Me despeço dos irmãos e antes que eu Heloisa entre no carro começo a ouvir os gritos, sinceramente não tenho cabeça para essas situações, se eu tiver de fazer eu faço mas enquanto tiver como me esquivar certamente eu vou.

Volto para a cidade completamente sem espírito para mais nada, deixo Heloisa no nosso QG e vou para casa. Minha cara tá estampada a minha exaustão, assim que entro sou recebida por meus filhos que me abraçam e me beijam, só assim para que as dores do mundo somem dando espaço a sorrisos e paz.

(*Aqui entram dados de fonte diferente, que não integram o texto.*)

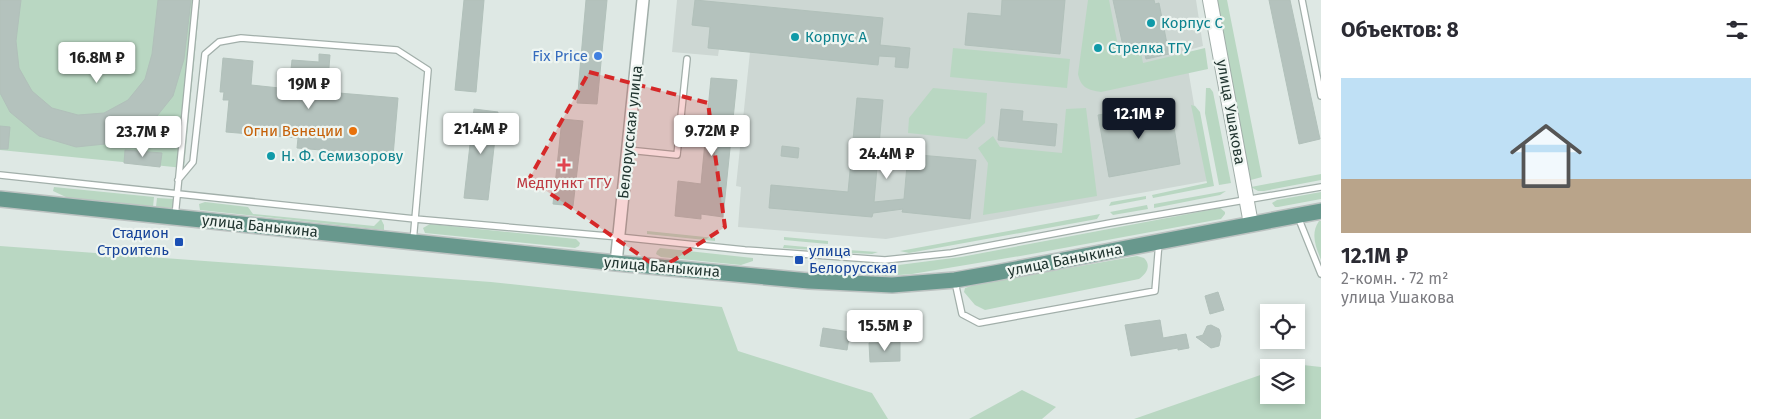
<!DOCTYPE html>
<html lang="ru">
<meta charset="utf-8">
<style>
:root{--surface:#fff;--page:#f7f7f7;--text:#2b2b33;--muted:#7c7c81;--line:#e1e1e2;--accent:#111827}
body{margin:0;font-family:"Fira Sans",sans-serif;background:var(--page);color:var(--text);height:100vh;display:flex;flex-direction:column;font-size:19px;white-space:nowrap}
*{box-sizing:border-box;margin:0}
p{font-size:16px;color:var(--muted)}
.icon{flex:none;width:28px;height:28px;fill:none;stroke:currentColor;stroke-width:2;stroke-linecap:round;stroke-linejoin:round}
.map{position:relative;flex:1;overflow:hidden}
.sheet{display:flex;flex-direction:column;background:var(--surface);width:450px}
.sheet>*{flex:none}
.fabs{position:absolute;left:1260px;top:304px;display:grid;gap:10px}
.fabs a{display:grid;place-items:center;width:45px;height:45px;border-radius:0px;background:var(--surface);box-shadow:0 2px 8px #0003;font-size:25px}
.price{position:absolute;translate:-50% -42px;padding:0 11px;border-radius:5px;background:#fff;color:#222;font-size:16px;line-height:32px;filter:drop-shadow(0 1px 2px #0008)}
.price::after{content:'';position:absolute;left:50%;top:30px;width:15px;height:11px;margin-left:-8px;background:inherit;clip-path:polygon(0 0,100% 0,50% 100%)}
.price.current{background:var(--accent);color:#fff}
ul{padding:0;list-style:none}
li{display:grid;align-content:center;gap:10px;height:265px;padding:0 20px}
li+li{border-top:1px solid var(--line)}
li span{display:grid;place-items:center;height:155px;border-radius:0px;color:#555}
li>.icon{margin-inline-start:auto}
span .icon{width:90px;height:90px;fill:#fffc;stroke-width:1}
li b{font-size:21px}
h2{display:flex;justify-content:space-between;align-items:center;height:60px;padding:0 20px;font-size:21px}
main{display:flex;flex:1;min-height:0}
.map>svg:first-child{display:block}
</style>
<main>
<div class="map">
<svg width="1321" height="419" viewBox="0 0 1321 419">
<rect width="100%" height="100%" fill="#dee8e4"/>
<path fill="#cdd7d3" d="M677 0H1196L1203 46 1185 51 1207 181 886 239 738 227 741 187 736 186 750 52 719 49 718 56 672 52Z"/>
<path fill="#b9d7c2" d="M0 0H200L184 168 0 150Z
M1088 0H1109L1119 51 1140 47 1143 63 1205 48 1208 69 1101 92C1088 90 1081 88 1078 74Z
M1211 0H1227L1262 177 1247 181Z
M953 48 1070 59 1067 88 950 77Z
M933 88 987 93 985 123 967 139 908 133 909 118Z
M1206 88H1210L1213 92 1231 183 1219 185 1205 113Z
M1191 105 1195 106 1200 112 1214 186 1153 198 1152 195 1207 183Z
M1086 108 1097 196 983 215 988 163 978 148 993 136 1000 147 1062 153 1066 109Z
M1321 174V180L1264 191H1258L1251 187Z
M54 187 154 197 153 207 68 198 53 191Z
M1226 191 1220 195 1154 208V204Z
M1321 192V199L1278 207H1275L1272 203 1277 200Z
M1146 196V199L1109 206 1111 202Z
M157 198 174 199 173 208 156 207Z
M205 202 248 207 253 214 374 226 381 219 384 225V230L200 210 199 204Z
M1147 205 1148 209 1113 215 1110 212Z
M1220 208 1225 212V214L1221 219 1026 255 912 274 885 276 809 271 822 264 883 267 961 257Z
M1100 214 1097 219 909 253 900 251Z
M1319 221H1321V260C1316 247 1310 234 1319 221Z
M430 224 576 239 580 243 579 246 575 248 425 233 423 228Z
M647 231 715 238V241L647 234Z
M784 237 828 241V244L784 240Z
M784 245 828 249V251L783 248Z
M0 246 491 282 722 307 738 351 872 393 888 419H0Z
M660 248 753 258V261L741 265 661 257 656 254 657 251Z
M833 249 878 252 872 254 833 252Z
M1137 256 1144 258C1152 266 1146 274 1139 279L985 310 975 305 964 292 965 288 974 285Z
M1294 364 1321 367V419H1134L1269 372V395H1296V368L1283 367Z
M1022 390 1056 407 1042 419H969Z"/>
<path fill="#b4c2bd" stroke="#b1c0ba" d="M0 0H21L16 41 19 68 32 91 52 108 78 115 104 113 128 100 145 79 152 54 158 0H191L184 59 173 96 149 126 115 143 76 147 39 136 10 112 0 93Z
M464 0H484L476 92 455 90Z
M586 0H607L597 104 577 103Z
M695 0 883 18 880 45 910 48 908 68 895 67 896 57 879 56 878 65 708 48 710 27 692 25Z
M1002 0H1065L1060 54 965 45 968 13 1001 16Z
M1113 0H1154L1155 4 1159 3 1169 54 1146 59 1142 42 1123 46Z
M1269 0H1290L1320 139 1299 144Z
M319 54 330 55 327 92 398 98 393 156 297 148 298 138 226 132 229 100H223L224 92H220L223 58 253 61 251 85 289 89 292 60 319 62Z
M711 78 737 80 723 217 701 214V219L675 216 678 181 701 184Z
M857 98 883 100 874 202 904 199 908 154 976 160 970 219 902 212 903 209 873 213 872 217 769 208 771 185 848 192Z
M1170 103 1180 164 1109 177 1098 115Z
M474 109 498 112 488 200 464 198Z
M1001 109 1023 111 1022 121 1057 124 1055 146 998 140Z
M562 119 583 121 573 206 553 204Z
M0 126 10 127 8 149H0Z
M782 146 799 148 798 158 781 156Z
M125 150 162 153 160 167 124 163Z
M1218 292 1224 310 1210 314 1205 296Z
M1160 320 1163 338 1186 334 1189 348 1178 350V348L1131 356 1125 325Z
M1211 325 1219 329 1221 336 1219 346 1211 348 1196 337 1203 335 1207 326Z
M823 328 850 332 847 350 820 346Z
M900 342V361L870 362 869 343Z"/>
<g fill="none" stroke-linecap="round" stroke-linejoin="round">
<g stroke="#a2afaa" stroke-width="8">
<path id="service" d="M1302 0 1321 96
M628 150 677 155 687 59
M0 175 415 219 619 237 745 250 885 260 951 253 1110 223 1321 187
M178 180 193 162 205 54 219 42 241 38 397 50 428 70 413 242
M175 217 196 0
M1298 217 1321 274
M955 282 962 314 979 323 1155 291 1159 242"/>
</g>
<g stroke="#a2afaa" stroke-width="14">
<path id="minor" d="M616 263 643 0"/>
</g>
<g stroke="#a2afaa" stroke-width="16">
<path id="tertiary" d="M1210 0 1251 224"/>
</g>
<g stroke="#bcc2c1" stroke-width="18">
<path id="primary" d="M0 199 616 263 809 281 892 285 955 280 995 273 1321 211"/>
</g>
<use href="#service" stroke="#fff" stroke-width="5.5"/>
<use href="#minor" stroke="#fff" stroke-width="11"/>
<use href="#tertiary" stroke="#fff" stroke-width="14"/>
<use href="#primary" stroke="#68988d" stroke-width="15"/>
</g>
<path fill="#d62828" fill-opacity="0.2" stroke="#d62828" stroke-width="4" stroke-dasharray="10 6" stroke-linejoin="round" d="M589 72 708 103 725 227 660 269 529 179Z"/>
<g fill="#0f9aa8" stroke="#eef5f1" stroke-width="2">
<circle cx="1151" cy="23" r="5"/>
<circle cx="795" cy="37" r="5"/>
<circle cx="1098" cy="48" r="5"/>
<circle cx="271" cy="156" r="5"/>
</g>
<circle fill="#3f7fe0" stroke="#eef5f1" stroke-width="2" cx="598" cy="56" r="5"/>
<circle fill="#e8710a" stroke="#eef5f1" stroke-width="2" cx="353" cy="131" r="5"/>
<path fill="#e0444e" stroke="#eef5f1" stroke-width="2" d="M561.5 157.5h5v5h5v5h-5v5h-5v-5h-5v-5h5z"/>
<g fill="#1a4fb4" stroke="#eef5f1" stroke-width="2">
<rect x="174" y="237" width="10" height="10" rx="2.5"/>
<rect x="794" y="255" width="10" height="10" rx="2.5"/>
</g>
<g text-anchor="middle" stroke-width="4.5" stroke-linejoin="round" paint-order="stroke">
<g font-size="15" fill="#0d838f" stroke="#eef5f1" text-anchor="start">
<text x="1161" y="28">Корпус С</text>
<text x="805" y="42">Корпус А</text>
<text x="1108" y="53">Стрелка ТГУ</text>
<text x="281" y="161">Н. Ф. Семизорову</text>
</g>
<g font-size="15" fill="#366cbe" stroke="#eef5f1" text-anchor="end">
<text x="588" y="61">Fix Price</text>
</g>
<g font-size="15" fill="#213530" stroke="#eef5f1">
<text transform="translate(1231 112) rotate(80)" y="5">улица Ушакова</text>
<text transform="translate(630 132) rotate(-84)" y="5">Белорусская улица</text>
<text transform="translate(260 226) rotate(6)" y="5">улица Баныкина</text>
<text transform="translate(1065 260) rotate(-11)" y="5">улица Баныкина</text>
<text transform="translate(662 267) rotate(5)" y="5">улица Баныкина</text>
</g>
<g font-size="15" fill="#c56008" stroke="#eef5f1" text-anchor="end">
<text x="343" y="136">Огни Венеции</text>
</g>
<g font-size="15" fill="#be3a42" stroke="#eef5f1">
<text x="564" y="188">Медпункт ТГУ</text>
</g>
<g font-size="15" fill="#164399" stroke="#eef5f1" text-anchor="end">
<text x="169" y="238">Стадион<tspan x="169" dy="17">Строитель</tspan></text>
<text x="809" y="256" text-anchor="start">улица<tspan x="809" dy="17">Белорусская</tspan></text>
</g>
</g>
</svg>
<div class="fabs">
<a><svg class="icon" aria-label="locate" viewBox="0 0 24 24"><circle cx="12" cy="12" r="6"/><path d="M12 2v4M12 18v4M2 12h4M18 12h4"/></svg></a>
<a><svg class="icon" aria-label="layers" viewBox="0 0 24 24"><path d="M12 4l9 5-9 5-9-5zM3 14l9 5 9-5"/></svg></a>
</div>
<b class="price" style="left:97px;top:84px">16.8M ₽</b>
<b class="price" style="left:309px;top:110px">19M ₽</b>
<b class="price current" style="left:1139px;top:140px">12.1M ₽</b>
<b class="price" style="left:481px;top:155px">21.4M ₽</b>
<b class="price" style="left:712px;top:157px">9.72M ₽</b>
<b class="price" style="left:143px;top:158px">23.7M ₽</b>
<b class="price" style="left:887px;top:180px">24.4M ₽</b>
<b class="price" style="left:885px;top:352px">15.5M ₽</b>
</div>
<section class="sheet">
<h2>Объектов: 8<svg class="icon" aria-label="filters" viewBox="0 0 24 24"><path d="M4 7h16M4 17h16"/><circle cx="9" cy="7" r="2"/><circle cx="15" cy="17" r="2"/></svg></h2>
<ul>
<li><span style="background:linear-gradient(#bfe0f5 65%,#b9a48a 0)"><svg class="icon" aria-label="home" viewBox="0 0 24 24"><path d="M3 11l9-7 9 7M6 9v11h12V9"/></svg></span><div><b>12.1M ₽</b><p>2-комн. · 72 m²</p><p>улица Ушакова</p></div></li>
</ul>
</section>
</main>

Meu telefone toca, é Thiago, nossa relação já foi boa hoje em dia está muito desgastada mas não vou abandoná-lo naquele inferno, ele nunca me deu motivos para soltar sua mão. Como casal já entendemos que não há mais futuro, como amigos se mantivermos o respeito será para sempre.

Faz um ano e meio que Thiago está preso, sempre que eu ia visitá-lo surgia um problema diferente, como foi difícil. No primeiro trimestre ele foi transferido duas vezes para presídios diferentes e um mais longe que o outro, um sufoco só. Nesse último bonde, nosso maior problema foi a documentação, tínhamos que ser oficialmente casados, aí foi uma correria só. Quando enfim consegui fazer a carteirinha de visitante eu rodei, tudo graças uma cagueta que vivia colada em mim.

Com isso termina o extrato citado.